Many students in the health professions find little support for the passions that drove them into health careers. In May 2016, a group of 20 health professions students, clinicians and organizers assembled on the lower level of a Chicago hotel during the Lown Institute’s annual conference to talk about new pathways. The discussion focused on right care, empathy and the social determinants of health, and further conversations led to the Beyond Illness Roundtables. This initiative seeks to more formally “Define the New Clinician for a New Century” and, in doing so, better understand the goals for curriculum reform as voiced by students. Facilitators were asked to lead open discussions centered on envisioning the “new clinician” at their individual institutions. Following are reflections from this student-centered pilot project that included over 30 participants in three different cities.
Mike Pappas and Jack Penner, two medical students at Georgetown, gathered a group of students and educators for a 90-minute discussion. Simply encouraging dialogue improved connections between students and educators, created “a space for a new dynamic to emerge,” and increased enthusiasm about ushering in a new moral era of medicine. As a result, the conversation encompassed a range of topics, spanning from student wellness to community health. For example, the Roundtable participants voiced a need to improve “community and camaraderie,” in part by rejecting the “high-achieving, score-oriented culture” of medical school. This group also touched on a critical aspect of the triple aim, investing in patient empowerment and value-based care instead of a bureaucratic or paternalistic approach. Importantly, as this Georgetown Roundtable argues, we must not simply discuss; we must also strive to definitively dismantle the “overly standardized, bureaucratic structure” of medical education with tangible action, spurring on a new paradigm in which “the fringe becomes the norm.”

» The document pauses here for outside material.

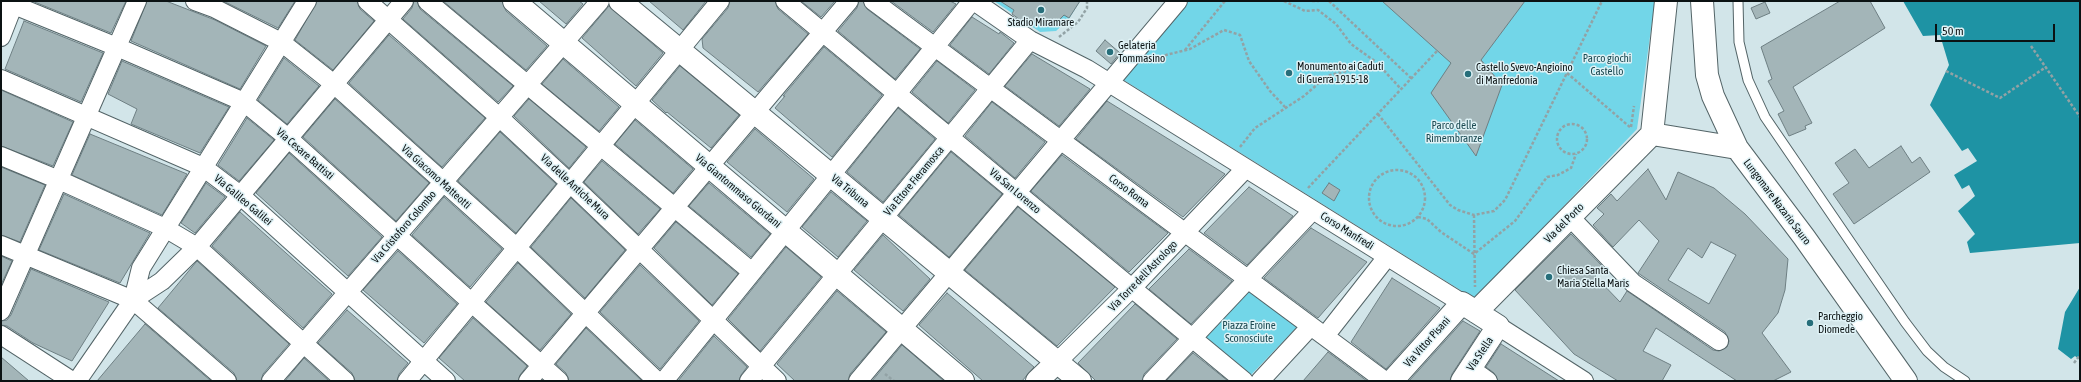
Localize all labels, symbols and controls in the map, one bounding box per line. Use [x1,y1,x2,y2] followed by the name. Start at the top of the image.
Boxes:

A second essay from Yuli Zhu at the University of Illinois College of Medicine speaks to the need for students to better understand delivery of nuanced patient care and patient empowerment. Her group, consisting exclusively of third-year medical students, sought to move beyond the “canned answer” when trying to describe the ideal clinician, settling on the word “nuance” as a unifying ingredient. Yuli’s essay, like Mike and Jack’s, speaks to the need for increased training in patient empowerment, in which the physician fades into the background, functioning as an advocate and shared decision-maker for each patient rather than the dominant player. Educating the 21st-century clinician, it seems, involves a rebalancing of the traditional patient-physician dynamic.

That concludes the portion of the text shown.